Art Roundup: New Hampshire/Vermont

Art Roundup: New Hampshire/Vermont

Spring 2018 Highlights

By Susan B. Apel, WTP Art Correspondent

Four times a year, WTP art correspondents from around the country will report back on the previous season, with images from exhibitions you otherwise might have missed, and their own insights into these varied venues.

Decades ago the Guerrilla Girls famously challenged the paucity of works by women artists at New York’s Metropolitan by asking “Do women have to be naked to get into the Met Museum?” While the question keeps being raised anew regarding major art museums and auction houses, the small and mighty venues of New England have been bursting with all-women shows.

The ongoing exhibition, Gertrude Fiske: American Master, is reintroducing this artist to the world. Relatively well-known in the earlier part of the twentieth century, Fiske, a student of American Impressionist Edmund Tarbell, fell into obscurity as more contemporary art swept representational art to one side in the 1950s and ’60s. Curator Lainey McCartney saw what she thought was a painting by Tarbell at the York Library. “Lady in White” turned out to be, much to her surprise, a painting by an artist named Gertrude Fiske. McCartney flew into action, amassing known and undiscovered Fiske paintings from private and other collections. This genuine blockbuster at Discover Portsmouth in Portsmouth, New Hampshire, displays over sixty of Fiske’s paintings; some canvases emerged from hiding places in disrepair, requiring careful restoration. Fiske is being compared to Cassatt for her domestic subjects but her range is far wider. It was impossible to choose a favorite, but I was particularly drawn to her portraits. This exhibition runs through September 30, 2018.

A 1926 painting of two women walking and talking in a park
Gertrude Fiske, Strollers, 1926. Jay Willis, Lender and Photographer
A 1926 painting of an old woman sitting at a chair in front of a dresser
Gertrude Fiske, Grandmother, 1926. Farnsworth Art Museum, Gift of the Estate of Miss Gertrude Fiske (66.1530)
A 1926 painting of two men sitting besides each other
Gertrude Fiske, The Brethren. Private Collection, Jeremy Fogg, Photographer

In the Balcony Gallery upstairs from the Fiske exhibition are the works of four contemporary area artists, later-year Sisters of the Brush and Palette. In her still-life paintings, Sydney Bella Sparrow has chosen to focus in part on thread, twine, and wood grain, exquisitely wrought and meditative. The delicacy of the twine, the sheen on a single spool of thread, raises the ordinary to extraordinary. As if to demonstrate her versatility, Sparrow has included a small number of her portraits.

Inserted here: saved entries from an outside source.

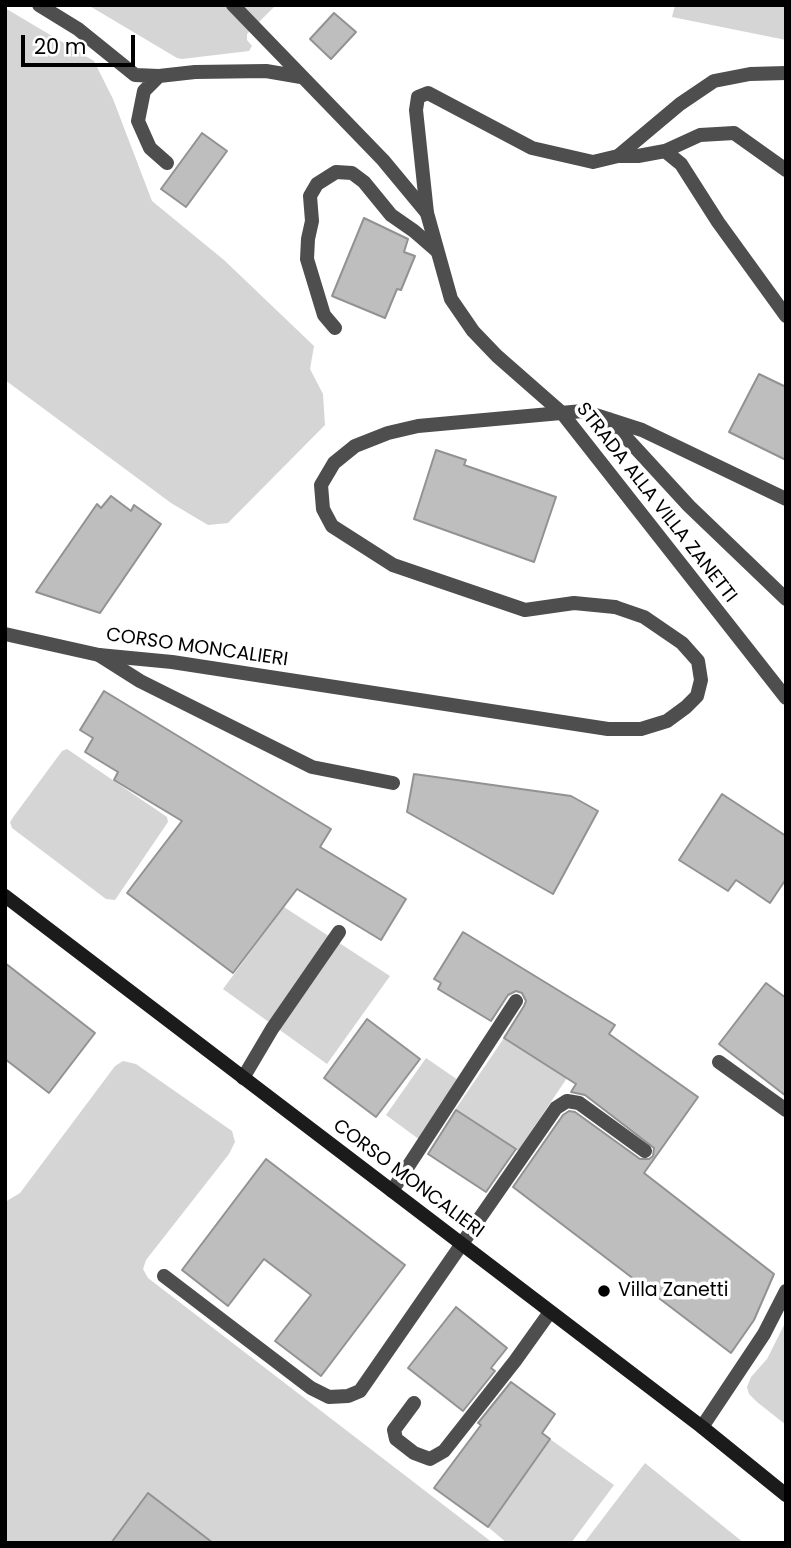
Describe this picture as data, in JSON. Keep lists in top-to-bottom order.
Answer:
{
  "streets": {
    "main road": ["CORSO MONCALIERI"],
    "street": ["STRADA ALLA VILLA ZANETTI"]
  },
  "crossings": [
    ["STRADA ALLA VILLA ZANETTI", "CORSO MONCALIERI"]
  ],
  "places": ["Villa Zanetti"],
  "scale_bar": "20 m"
}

A still life painting of a bright blue bobble of thread with a needle on a wooden table
Sydney Bella Sparrow, Sky Blue Bobbin, 2007. Photo courtesy of the artist.
A still life painting of neutral colored spools of thread on a wooden box
Sydney Bella Sparrow, Entwined. Private collection, photo courtesy of the artist
A portrait painting of a woman wearing a bright blue shirt
Sydney Bella Sparrow, K’nea. Photo courtesy of the artist

Kelley Stelling Contemporary, a new gallery in Manchester, New Hampshire, took a swipe at the latter part of a never-ending New England winter with Fast Forward, a color-drenched show by five women artists. Lisa Noonis’s series of paintings included “The Back Yard,” which she described as “…flanked by the clothesline, where my grandmother hung the sheets to dry. It is where my sister broke the tire swing and hurt her neck. As an adult, it is where I sit reminiscing about growing up and feeling grateful, rules and all.” It is an astute rendering of an actual as well as a metaphorical backyard, a physical, or a mind’s eye version, of a point from which one surveys one’s past.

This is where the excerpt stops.